Your task. Gather all lines in the entries below that include the word "from".

Supplied data.
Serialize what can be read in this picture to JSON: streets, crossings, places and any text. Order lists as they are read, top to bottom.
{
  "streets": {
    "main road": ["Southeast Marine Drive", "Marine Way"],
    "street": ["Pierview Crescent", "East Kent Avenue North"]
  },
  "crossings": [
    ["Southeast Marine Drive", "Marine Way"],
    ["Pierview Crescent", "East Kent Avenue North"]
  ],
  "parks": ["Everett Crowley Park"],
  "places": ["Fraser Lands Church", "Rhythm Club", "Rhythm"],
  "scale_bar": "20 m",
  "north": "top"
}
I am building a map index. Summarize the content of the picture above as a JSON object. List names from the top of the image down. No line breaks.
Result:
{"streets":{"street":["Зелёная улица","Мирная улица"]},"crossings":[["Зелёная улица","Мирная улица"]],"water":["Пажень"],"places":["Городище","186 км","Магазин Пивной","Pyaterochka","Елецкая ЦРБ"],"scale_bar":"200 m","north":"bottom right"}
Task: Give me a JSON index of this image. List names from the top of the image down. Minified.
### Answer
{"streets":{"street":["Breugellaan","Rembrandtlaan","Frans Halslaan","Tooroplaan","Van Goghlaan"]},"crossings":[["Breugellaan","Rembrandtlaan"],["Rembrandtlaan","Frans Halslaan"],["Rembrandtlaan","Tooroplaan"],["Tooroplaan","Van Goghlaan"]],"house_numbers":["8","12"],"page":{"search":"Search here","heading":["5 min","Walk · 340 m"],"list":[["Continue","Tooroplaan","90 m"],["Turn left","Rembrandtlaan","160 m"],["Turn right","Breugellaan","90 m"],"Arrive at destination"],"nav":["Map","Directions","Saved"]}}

Task solution.
I am building a map index. Summarize the content of the picture above as a JSON object. List names from the top of the image down. No line breaks.
Task: Give me a JSON index of this image. List names from the top of the image down. Minified.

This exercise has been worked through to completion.